From the line with "Detect the labels" through the line with "Find all labels, symbols", inclusive, return each line of the data below exactly and leave the rest out.

*Records provided*.
▼

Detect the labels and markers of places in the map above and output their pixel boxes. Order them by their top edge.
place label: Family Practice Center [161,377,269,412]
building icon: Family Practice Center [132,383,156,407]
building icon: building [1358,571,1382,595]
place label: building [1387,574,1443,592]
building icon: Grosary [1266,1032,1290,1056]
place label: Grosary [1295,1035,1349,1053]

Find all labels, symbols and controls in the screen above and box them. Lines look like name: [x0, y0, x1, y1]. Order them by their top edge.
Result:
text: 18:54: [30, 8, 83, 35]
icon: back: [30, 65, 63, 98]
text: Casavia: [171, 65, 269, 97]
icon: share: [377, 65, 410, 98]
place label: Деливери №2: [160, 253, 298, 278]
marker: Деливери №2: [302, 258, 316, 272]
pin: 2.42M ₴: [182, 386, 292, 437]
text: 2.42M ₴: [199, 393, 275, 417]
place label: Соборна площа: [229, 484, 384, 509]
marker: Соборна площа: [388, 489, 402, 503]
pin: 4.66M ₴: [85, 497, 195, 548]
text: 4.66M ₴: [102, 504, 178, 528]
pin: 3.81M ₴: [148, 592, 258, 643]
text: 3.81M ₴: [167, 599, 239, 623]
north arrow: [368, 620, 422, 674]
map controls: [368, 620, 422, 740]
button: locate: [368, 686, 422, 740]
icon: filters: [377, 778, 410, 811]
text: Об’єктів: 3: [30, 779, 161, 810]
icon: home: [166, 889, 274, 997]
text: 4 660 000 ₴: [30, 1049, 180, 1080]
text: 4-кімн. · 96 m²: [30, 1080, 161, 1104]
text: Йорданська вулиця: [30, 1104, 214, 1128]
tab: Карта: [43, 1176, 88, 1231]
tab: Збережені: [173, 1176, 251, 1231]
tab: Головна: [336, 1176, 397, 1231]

▲
▼

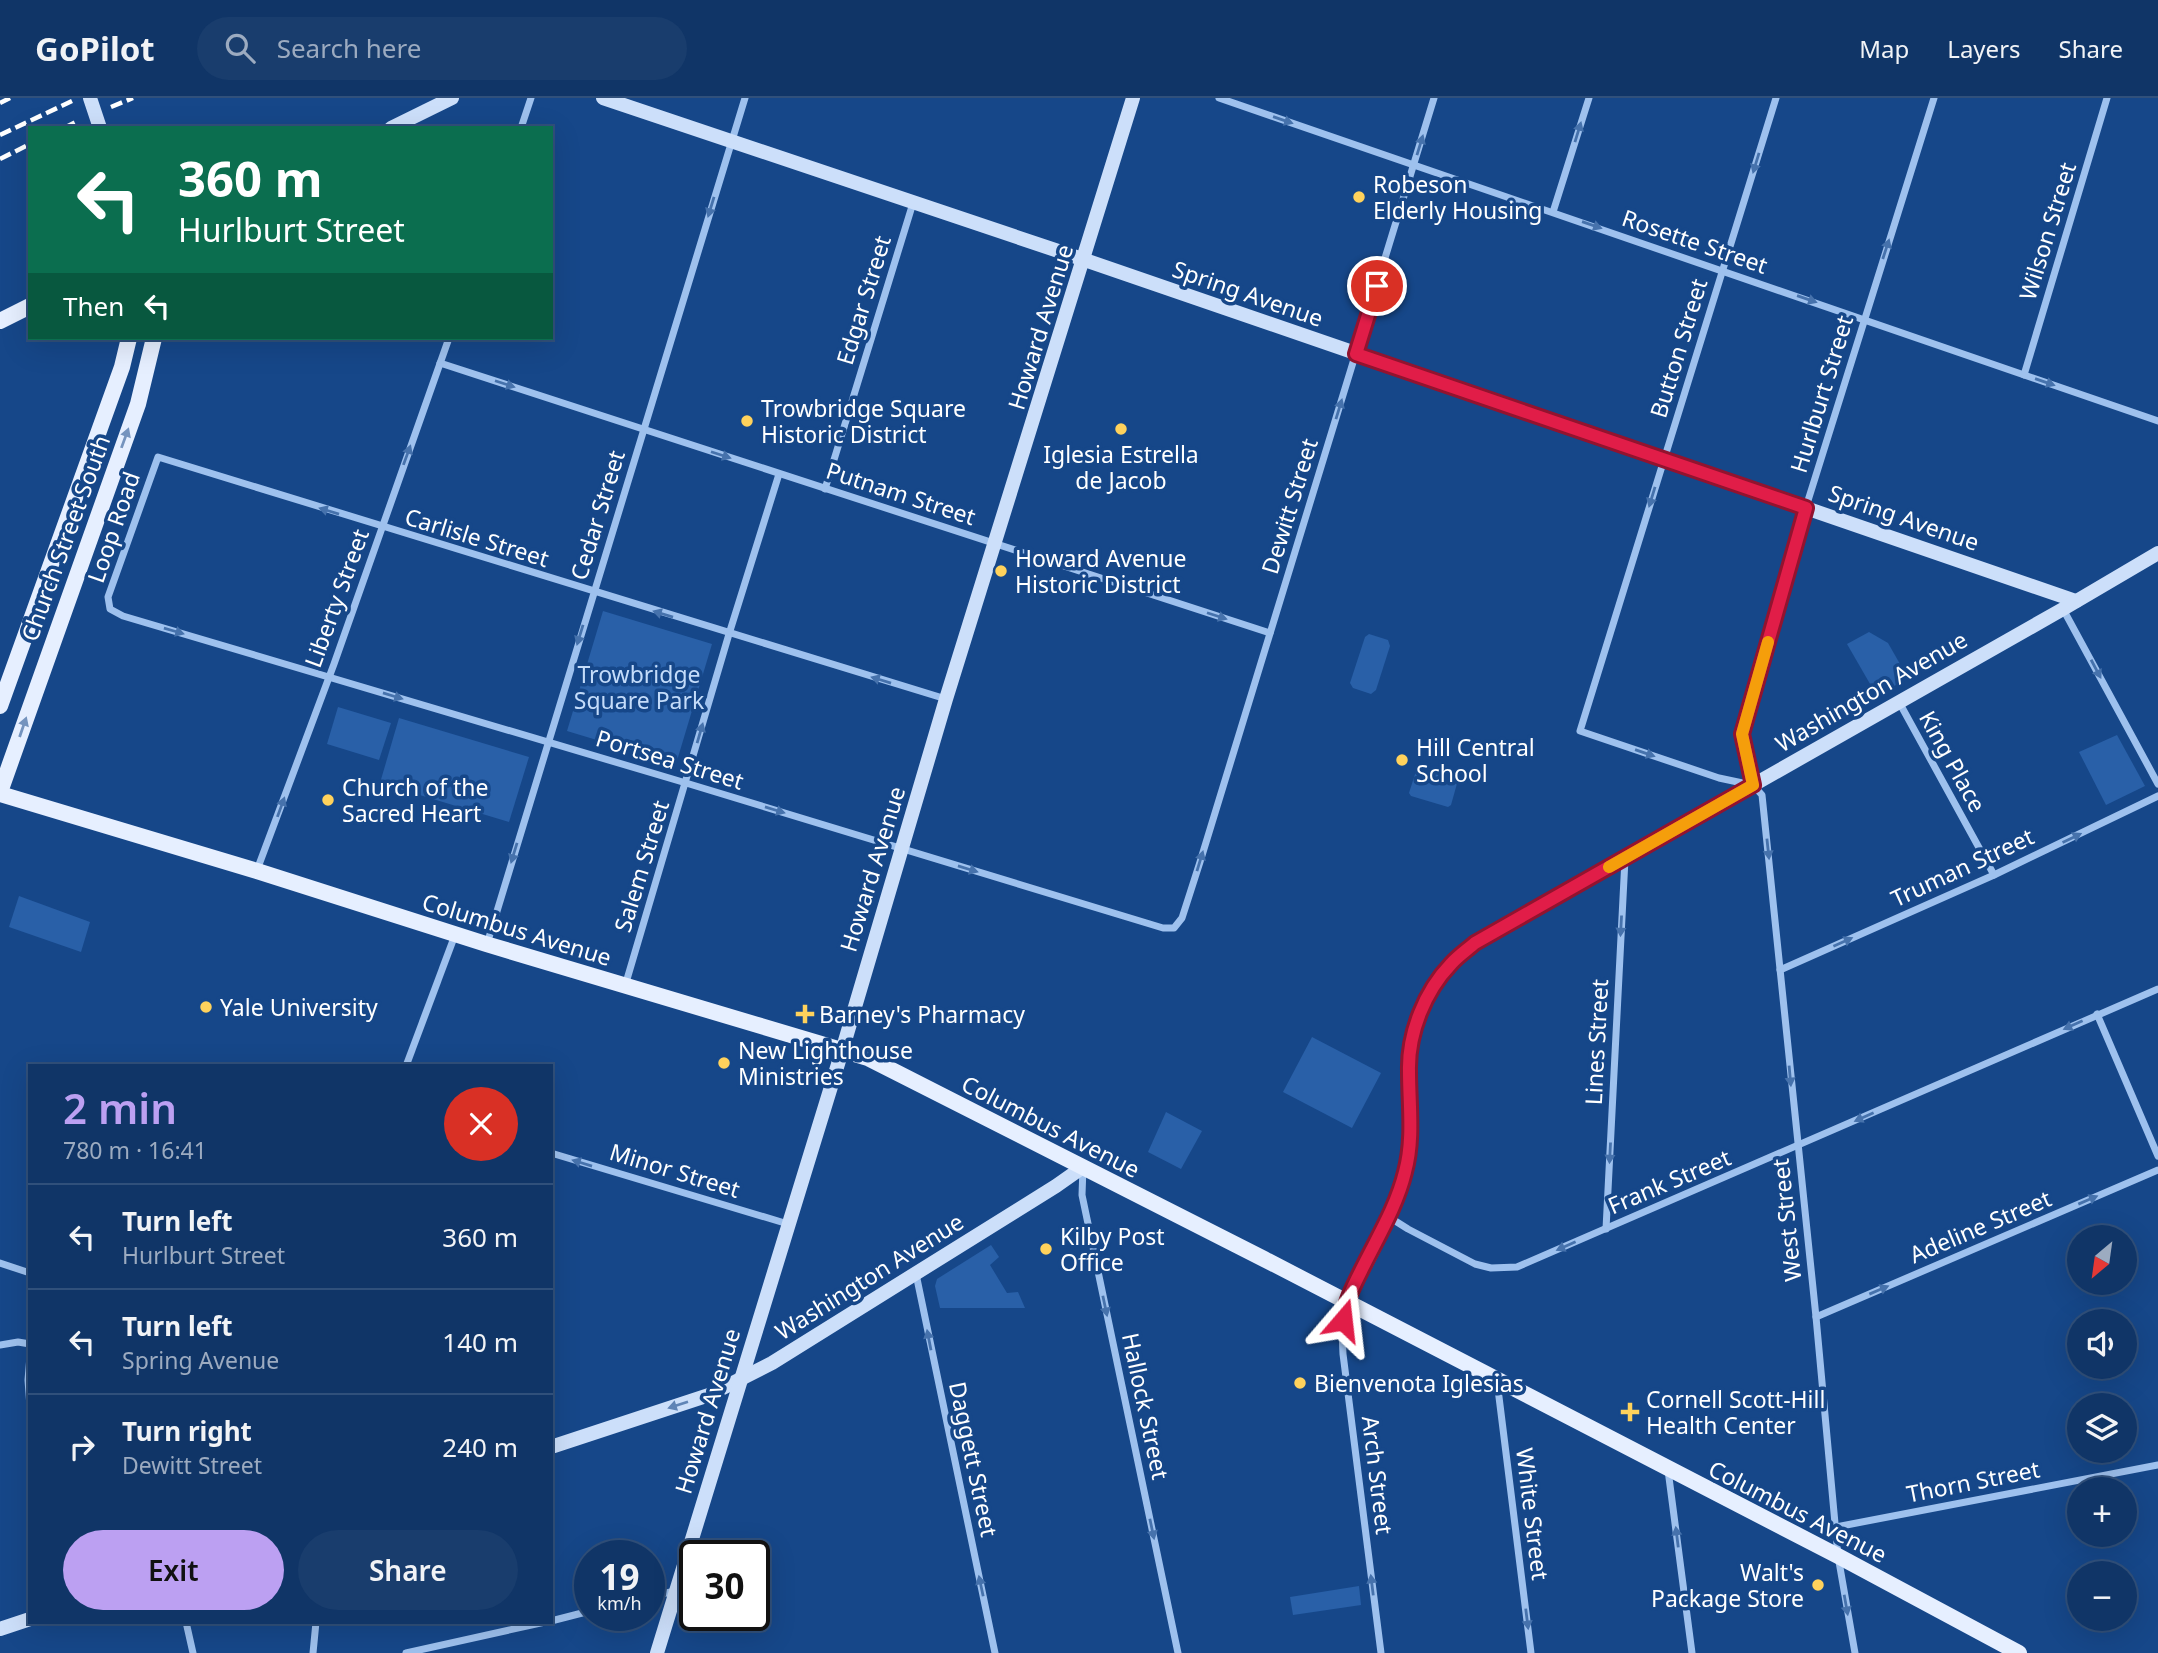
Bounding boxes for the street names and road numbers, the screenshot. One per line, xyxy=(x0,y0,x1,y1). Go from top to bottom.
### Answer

▲

*Worked solution*.
Detect the labels and markers of places in the map above and output their pixel boxes. Order them by their top edge.
place label: Family Practice Center [161,377,269,412]
building icon: Family Practice Center [132,383,156,407]
building icon: building [1358,571,1382,595]
place label: building [1387,574,1443,592]
building icon: Grosary [1266,1032,1290,1056]
place label: Grosary [1295,1035,1349,1053]

Find all labels, symbols and controls in the screen above and box them. Lines look like name: [x0, y0, x1, y1]. Order them by their top edge.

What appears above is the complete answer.